3. Limiter les possibilités facultatives pour les cantons
Comme les pertes les plus importantes liées à la RIE III auront lieu au niveau des cantons et des communes – avec la forte baisse des taux d’imposition – on peut atténuer ces pertes en limitant la portée des instruments facultatifs pour les cantons, Ces instruments offrent aux entreprises de tels allégements fiscaux qu’elles pourraient pratiquement ne plus payer d’impôt cantonal et communal sur le bénéfice ! Il faut en premier lieu revoir à la baisse les déductions fiscales pour les revenus issus de biens immatériels comme les redevances de licence tirées d’un brevet (patent box). On devrait pouvoir déduire au maximum 50% du bénéfice et non pas 90% ! Par ailleurs, il est inadmissible que les entreprises puissent déduire à 150% les frais de recherche et de développement, donc bien plus que les dépenses réelles ! Une forte correction à la basse s’impose. Enfin, l’impôt sur le bénéfice corrigé des intérêts, s’il est supprimé au niveau fédéral, devrait aussi l’être au niveau cantonal.

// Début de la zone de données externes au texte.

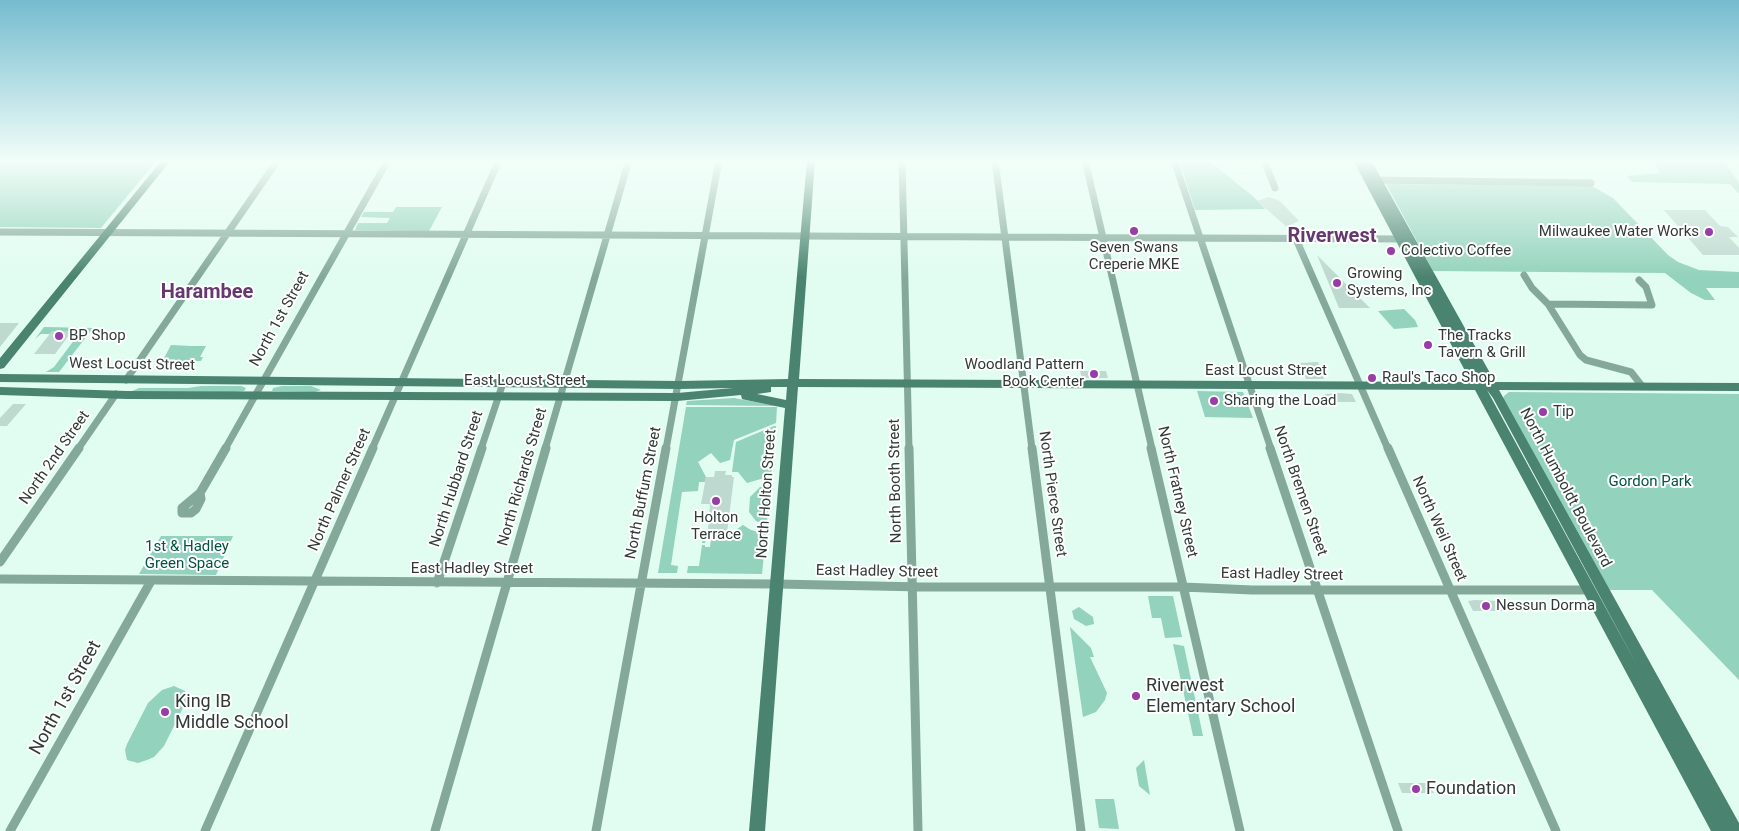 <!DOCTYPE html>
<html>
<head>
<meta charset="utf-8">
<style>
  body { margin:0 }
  canvas { display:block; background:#e1fcf1 }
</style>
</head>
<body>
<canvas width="1739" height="831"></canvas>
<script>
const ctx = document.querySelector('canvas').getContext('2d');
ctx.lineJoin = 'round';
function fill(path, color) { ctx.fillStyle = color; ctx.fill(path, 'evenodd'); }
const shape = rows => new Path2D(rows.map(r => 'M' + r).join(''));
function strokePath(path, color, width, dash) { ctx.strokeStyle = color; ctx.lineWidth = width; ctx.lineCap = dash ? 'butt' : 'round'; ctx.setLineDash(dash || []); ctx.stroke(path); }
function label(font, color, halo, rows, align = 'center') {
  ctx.font = font + ' Roboto,sans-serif'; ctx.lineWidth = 4; ctx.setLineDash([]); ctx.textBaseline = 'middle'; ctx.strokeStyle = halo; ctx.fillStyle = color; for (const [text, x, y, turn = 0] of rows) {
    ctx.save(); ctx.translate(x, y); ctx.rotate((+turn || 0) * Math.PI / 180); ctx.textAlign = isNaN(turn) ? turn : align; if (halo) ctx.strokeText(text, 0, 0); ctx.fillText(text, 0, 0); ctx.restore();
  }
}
const green = shape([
  [0,160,157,160,101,228,0,227],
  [1179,160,1208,160,1254,197,1265,209,1195,210],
  [1654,160,1723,160,1739,183,1739,194,1730,184,1632,182,1627,176,1659,173],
  [1386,184,1592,186,1613,198,1668,255,1678,262,1699,270,1739,272,1739,288,1706,288,1715,300,1705,300,1691,293,1665,273,1433,271],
  [396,207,442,207,429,231,355,230,358,223,387,223,390,218,361,217,364,212,393,212],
  [1404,309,1415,320,1418,327,1394,329,1378,311],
  [44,327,93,328,59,372,46,372,54,367,81,331,53,331,50,334,41,334,35,339],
  [171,345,192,346,206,346,200,357,203,357,201,361,162,362],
  [201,386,241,386,246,388,244,391,235,392,132,391,139,388,188,388],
  [282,386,311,386,321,390,315,392,272,391,273,388],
  [1197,391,1243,392,1253,418,1205,417],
  [1509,392,1739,394,1739,680,1652,590,1605,590,1503,399,1504,396],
  [734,398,777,406,686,405,687,401],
  [686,407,777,407,776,423,734,440,730,460,720,463,711,453,698,462,706,477,705,482,699,482,698,491,682,492,671,565,678,566,677,573,658,573],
  [774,426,776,426,771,476,747,483,738,472,732,472,736,442],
  [770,486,767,523,761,523,756,521,749,512,750,497,760,487],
  [743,525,751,530,766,534,762,574,687,573,688,566,699,566,702,545,705,545,705,547,710,547,711,539,706,539,705,543,702,543,704,533,710,533,714,541,728,535],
  [161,536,233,536,216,575,139,574],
  [1148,596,1173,596,1182,637,1165,638,1161,618,1152,618],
  [1079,607,1093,617,1094,624,1086,626,1074,619,1072,611],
  [1070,627,1091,648,1094,657,1090,657,1107,693,1105,700,1096,712,1083,717],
  [1173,644,1184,646,1203,736,1193,736],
  [174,686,185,691,186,702,164,746,154,757,147,760,138,763,127,760,125,750,127,744,148,703,162,690],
  [1144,760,1150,795,1139,786,1136,768],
  [1095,799,1114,799,1119,829,1099,828]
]);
const building = shape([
  [1269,197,1280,201,1299,221,1290,225,1306,229,1294,233,1257,201],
  [1664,210,1705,210,1720,226,1728,227,1738,237,1729,237,1739,248,1739,255,1703,255],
  [1317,255,1370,308,1339,308],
  [0,323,19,323,0,347],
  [52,331,72,331,55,354,34,354],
  [1318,362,1324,379,1306,379,1299,363],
  [1080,371,1106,371,1108,378,1082,378],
  [1339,393,1352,394,1356,402,1328,402,1325,394],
  [13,404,26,404,7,426,0,426,0,418],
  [715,471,726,471,725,475,732,475,732,477,734,477,727,533,714,533,715,530,708,530,710,504,701,504,706,477,714,477],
  [1475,600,1498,601,1503,611,1473,611,1468,601],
  [1398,783,1428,783,1434,793,1402,793]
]);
const streetFar1 = shape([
  [902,160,909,449],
  [995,160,1032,449],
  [1085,160,1152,449],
  [1174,160,1271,449],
  [1264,160,1275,188],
  [1372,180,1591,183],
  [0,232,1405,239],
  [1296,239,1388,449],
  [1524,275,1532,288,1548,304,1580,355,1586,360,1631,372,1642,386],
  [1548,304,1652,305,1646,287,1639,280],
  [126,380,278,160],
  [78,449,116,394],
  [225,449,388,160],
  [372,449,499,160],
  [481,449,503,383],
  [545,449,629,160],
  [666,449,719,160]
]);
const street = shape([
  [909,448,918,831],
  [1032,448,1081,831],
  [1151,448,1240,831],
  [1270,448,1398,831],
  [1388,448,1556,831],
  [200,493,201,499,196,509,191,513,182,513,182,508,200,493],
  [200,493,226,448],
  [0,562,79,448],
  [0,579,777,584,923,587,1183,587,1252,590,1590,590],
  [437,583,482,448],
  [10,831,151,581],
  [205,831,373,448],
  [435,831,546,448],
  [596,831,666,448]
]);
const secondary = shape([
  [162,160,171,160,4,368,0,369,0,358,162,160],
  [807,160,815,160,799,379,1471,382,1353,160,1362,160,1484,382,1362,160,1371,160,1495,382,1739,383,1739,391,1499,390,1739,823,1739,831,1711,831,1475,390,798,387,765,831,749,831,785,408,746,400,742,399,741,395,677,401,127,399,0,395,0,387,127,391,677,393,733,388,679,389,0,382,0,374,679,381,788,379,807,160],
  [771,387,787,387,786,400,757,394,771,392,771,387],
  [1487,390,1493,398,1638,667,1487,390]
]);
const markers = [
  [1134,231,5,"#963da8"],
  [1709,232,5,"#963da8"],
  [1391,251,5,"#963da8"],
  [1337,283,5,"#963da8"],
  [59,336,5,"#963da8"],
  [1428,345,5,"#963da8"],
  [1094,374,5,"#963da8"],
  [1372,378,5,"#963da8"],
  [1214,401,5,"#963da8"],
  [1543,412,5,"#963da8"],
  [716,501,5,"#963da8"],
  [1486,606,5,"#963da8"],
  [1136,696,5,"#963da8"],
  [165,712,5,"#963da8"],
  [1416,789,5,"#963da8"]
];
const poiNames = [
  ["Milwaukee Water Works",1699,232,"right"],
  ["Seven Swans",1134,248,"center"],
  ["Creperie MKE",1134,265,"center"],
  ["Colectivo Coffee",1401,251],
  ["Growing",1347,274],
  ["Systems, Inc",1347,291],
  ["BP Shop",69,336],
  ["The Tracks",1438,336],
  ["Tavern & Grill",1438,353],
  ["Woodland Pattern",1084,365,"right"],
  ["Book Center",1084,382,"right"],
  ["Raul's Taco Shop",1382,378],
  ["Sharing the Load",1224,401],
  ["Tip",1553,412],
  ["Holton",716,518,"center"],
  ["Terrace",716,535,"center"],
  ["Nessun Dorma",1496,606]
];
const streetNames = [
  ["North 1st Street",280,319,-61],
  ["West Locust Street",132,365,1],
  ["East Locust Street",1266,371],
  ["East Locust Street",525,381],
  ["North 2nd Street",55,458,-55],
  ["North Richards Street",523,477,-74],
  ["North Hubbard Street",457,479,-72],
  ["North Booth Street",896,481,-91],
  ["North Humboldt Boulevard",1565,488,62],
  ["North Palmer Street",340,490,-66],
  ["North Bremen Street",1300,491,71],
  ["North Fratney Street",1177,492,77],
  ["North Buffum Street",644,493,-79],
  ["North Holton Street",767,494,-86],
  ["North Pierce Street",1052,494,82],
  ["North Weil Street",1439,529,66],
  ["East Hadley Street",472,569],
  ["East Hadley Street",877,572,1],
  ["East Hadley Street",1282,575,1]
];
const parkNames = [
  ["Gordon Park",1650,482],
  ["1st & Hadley",187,547],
  ["Green Space",187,564]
];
const nearPoinames = [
  ["Riverwest",1146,686],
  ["Elementary School",1146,707],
  ["King IB",175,702],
  ["Middle School",175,723],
  ["Foundation",1426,789]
];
const nearStreetnames = [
  ["North 1st Street",66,698,-61]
];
const districtNames = [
  ["Riverwest",1332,237],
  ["Harambee",207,293]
];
fill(green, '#93d2bc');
fill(building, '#bed9cf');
strokePath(streetFar1, '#84a99b', 7);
strokePath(street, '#84a99b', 9);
fill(secondary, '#4a8470');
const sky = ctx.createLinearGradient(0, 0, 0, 277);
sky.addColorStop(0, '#75bccf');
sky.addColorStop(0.58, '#f2fef9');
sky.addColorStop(1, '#f2fef900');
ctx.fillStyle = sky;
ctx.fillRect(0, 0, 1739, 277);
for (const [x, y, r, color] of markers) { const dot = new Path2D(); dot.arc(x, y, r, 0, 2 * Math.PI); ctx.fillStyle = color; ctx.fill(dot); strokePath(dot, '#fff', 2); }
label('15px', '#303b37', '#fff', poiNames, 'left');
label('15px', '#303b37', '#fff', streetNames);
label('15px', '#005441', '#fff', parkNames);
label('18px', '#303b37', '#fff', nearPoinames, 'left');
label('18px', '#303b37', '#fff', nearStreetnames);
label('bold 20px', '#65396f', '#fff', districtNames);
</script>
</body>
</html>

4. Enterrer le projet d’abolition du droit de timbre d’émission
Le non du peuple suisse à la RIE III doit aussi avoir comme conséquence l’abandon immédiat du projet séparé d’abolition du droit de timbre d’émission sur le capital propre. Car il occasionne des pertes fiscales supplémentaires en centaines de millions de francs. Ce projet n’avait été extirpé de la RIE III que pour mieux faire passer la pilule des pertes fiscales. Cette pilule ayant déjà été bien trop dosée au vu du refus du peuple de la RIE III, on peut définitivement enterrer ce projet d’abolition du droit de timbre d’émission sur le capital propre.